Nivkh / Gilyak / Amuric / нивх диф / nivkh dif: the Language of Presence – but how did we get here?

Once upon a time some thousands of years ago, some visionary Proto-Eskimos made their way back over to Siberia from North America. There they made contact with some Pre-Mongol populations who received them warmly and helped them establish their own new culture, free from Amerindian austerity, such as by providing manpower. Thus the earliest prehistoric ancestor of Nivkh culture was formed, arising from a meeting of minds between Proto-Eskimos and Proto-Mongols.

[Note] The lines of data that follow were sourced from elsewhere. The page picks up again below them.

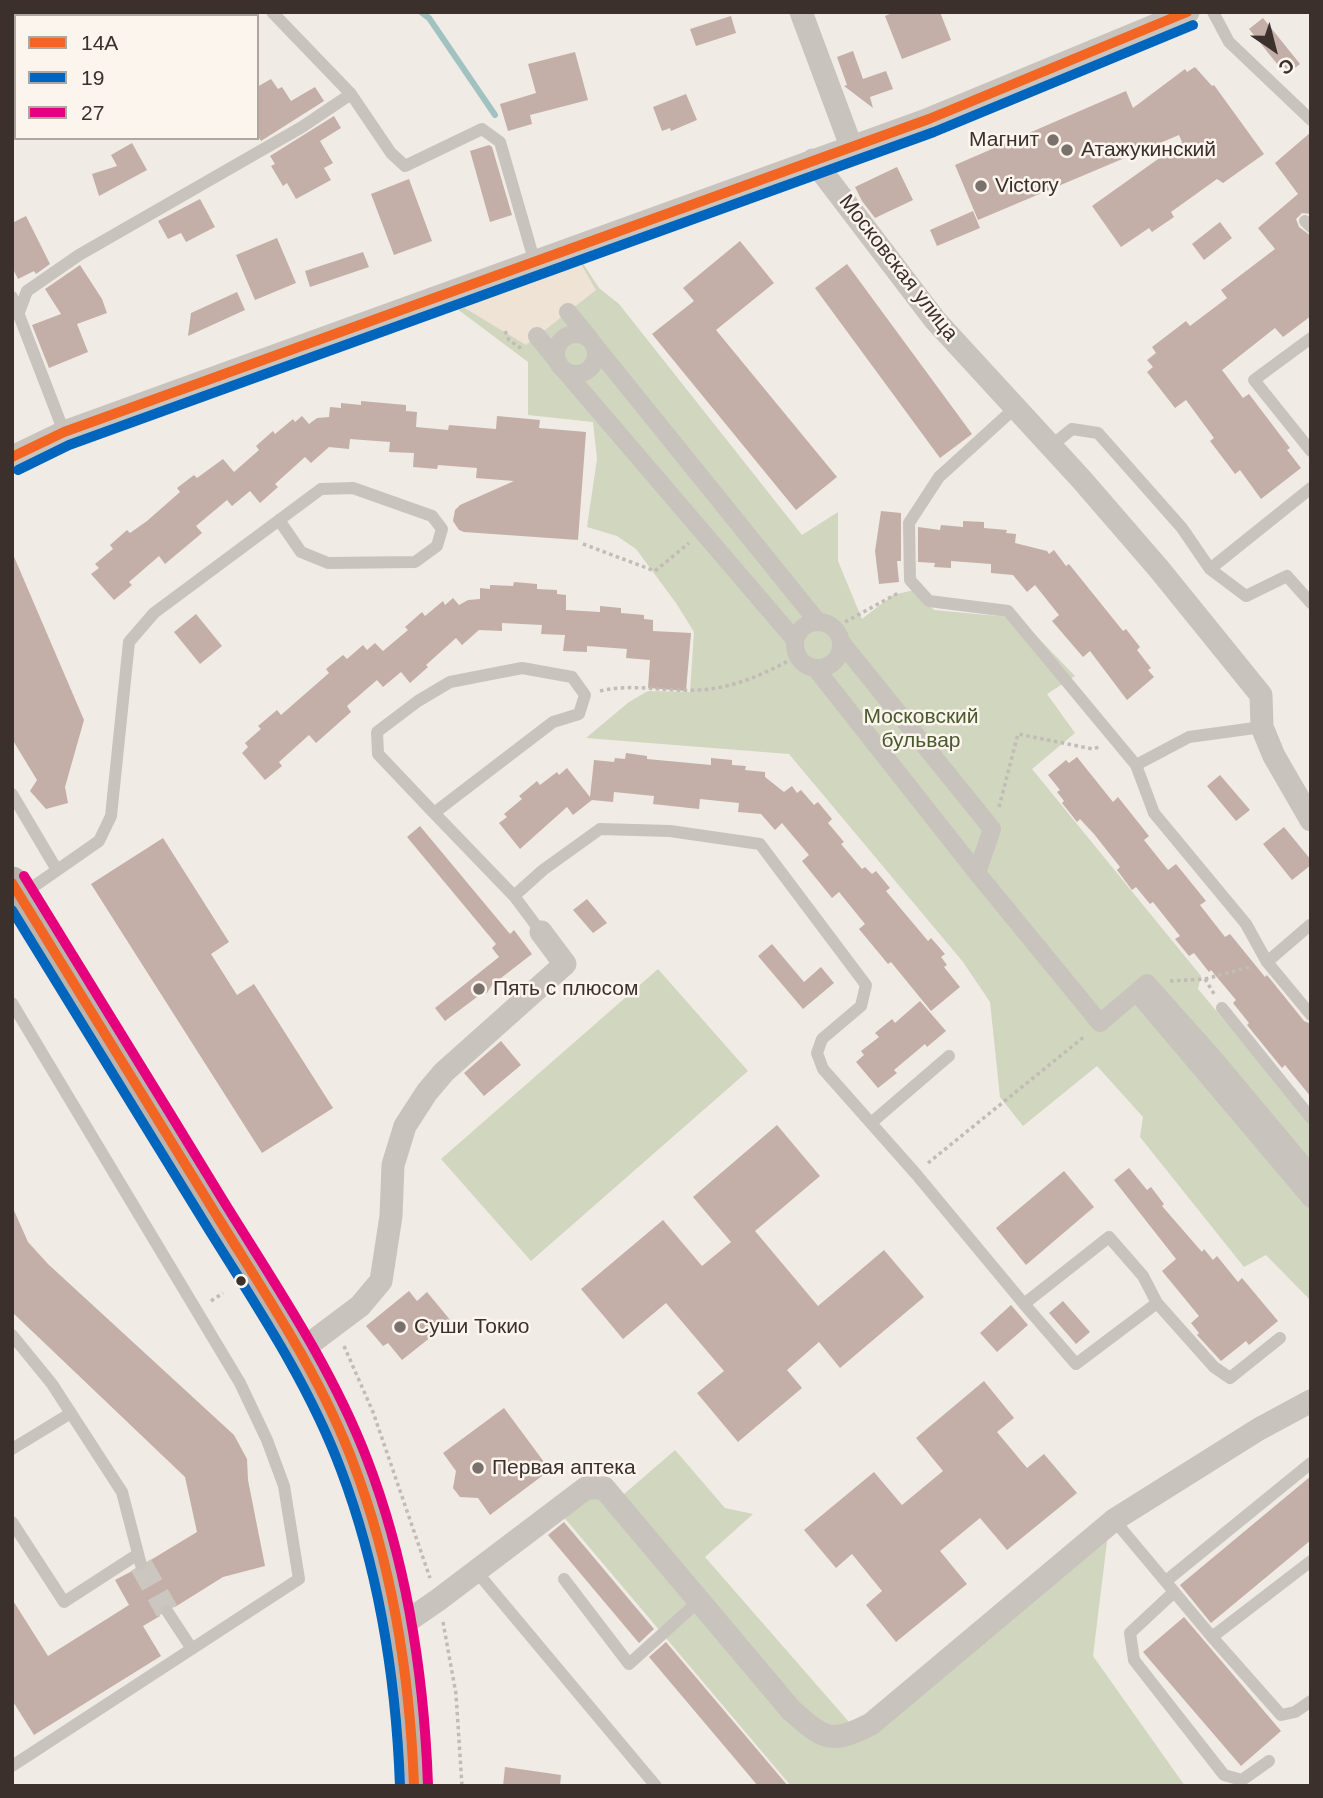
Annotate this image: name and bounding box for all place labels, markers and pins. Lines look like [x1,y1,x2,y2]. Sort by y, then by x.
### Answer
place label: Магнит [969,127,1039,153]
marker: Магнит [1045,132,1061,148]
place label: Атажукинский [1081,137,1216,163]
marker: Атажукинский [1059,142,1075,158]
place label: Victory [995,173,1059,199]
marker: Victory [973,178,989,194]
place label: Пять с плюсом [493,976,638,1002]
marker: Пять с плюсом [471,981,487,997]
unlabelled marker [234,1274,248,1288]
place label: Суши Токио [414,1314,530,1340]
marker: Суши Токио [392,1319,408,1335]
place label: Первая аптека [492,1455,636,1481]
marker: Первая аптека [470,1460,486,1476]

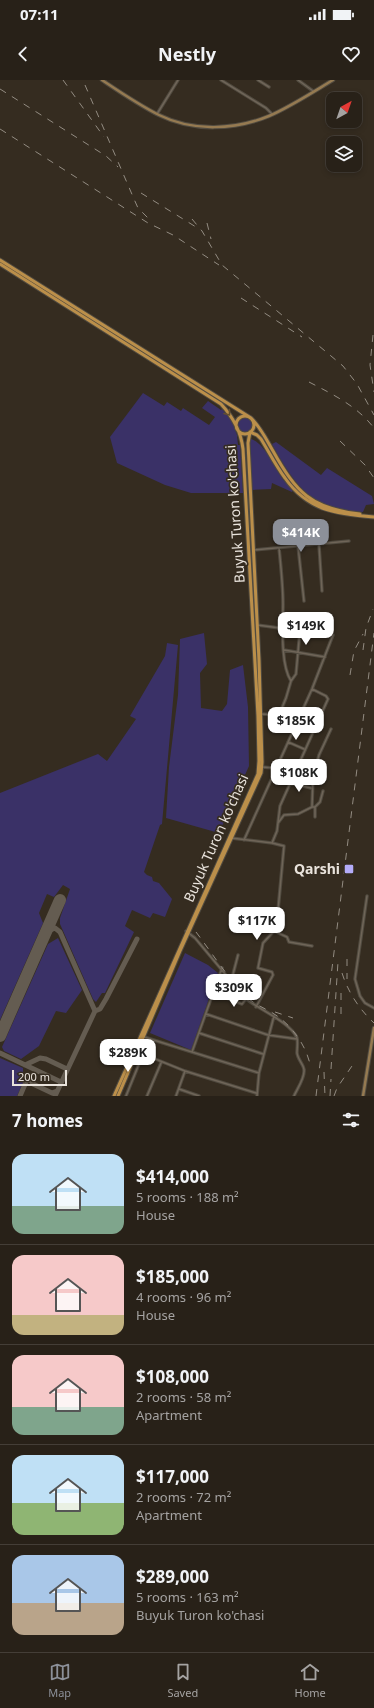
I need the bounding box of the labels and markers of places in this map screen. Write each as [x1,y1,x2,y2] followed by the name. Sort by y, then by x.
[273,519,329,553] pin: $414K
[278,612,334,646] pin: $149K
[268,707,324,741] pin: $185K
[271,759,327,793] pin: $108K
[294,859,340,878] place label: Qarshi
[343,863,355,875] marker: Qarshi
[229,907,285,941] pin: $117K
[206,974,262,1008] pin: $309K
[100,1039,156,1073] pin: $289K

Settlements with Nivkh populations in the Russian Census of 2002

The Nivkh / Gilyak / Nivkhs / Nivkhi / Gilyaks / Нивхгу, Nʼivxgu (Amur) / Ниғвңгун, Nʼiɣvŋgun (E. Sakhalin) / “the people” are an indigenous ethnicity of the northern portion of Sakhalin Island and the lower Amur River and coast of the adjacent Russian mainland. They also historically inhabited wider parts of Manchuria. As of the 2002 Russian census, there were over 5,000 Nivkh – most speaking Russian today, and only a minority speaking Nivkh itself. The Nivkhs supposedly populated Sakhalin during the Neolithic Late Pleistocene, but their territories may well have stretched further into protohistorical Manchuria. They were likely a prominent, well-regarded people of Manchurian history. Mongol, Chinese, and Manchu subjugation characterised their existence for the first half of the last millennium. Then the Russians came into the picture, setting up the Treaty of Nerchinsk in 1689 and gaining complete control of Nivkh lands in the 1800s. The traditional Nivkh lifestyle was drastically altered when Soviet rule was introduced from 1922, in line with its communist ideology.

Before then, the Nivkh had mainly subsisted on fish, including pink, Pacific, and chum salmon as well as trout, red eye, burbot and pike found in rivers and streams; saltwater fishing provided saffron cod, flatfish, and marine goby. They would also hunt sea lions and seals. Men would occupy themselves with fishing, hunting, and the making of tools and means of transportation. Women, meanwhile, would spend their days processing animal skins, preparing birch back for various uses, making clothing and utensils, gathering plants, doing housework, and caring for the dogs. Dogs were used for pulling sleds and as a source of fur and meat. Dogs were also used as a medium of exchange, an index of wealth, as well as a key part of religious rituals. Villages of 20 or so houses were located along the coast or at the mouths of rivers near spawning salmon populations. They lived in two types of self-built winter dwellings. First came the ryv / to, a round dugout of 7.5 metres in diameter, shored up by wooden poles and covered with packed dirt and grass, and having a fireplace in the centre alongside a smoke hole for light and smoke escape. There was also the chad ryv, one-room structures with a gable roof and a kang (Chinese furnace) for heating, along with a nearby shed for sledges, skis, boats, and dogs. Nivkh religious beliefs, meanwhile, were based on animism and trade cult. They believed in spirits that live everywhere: in the sky, on earth, in the water, in the forest.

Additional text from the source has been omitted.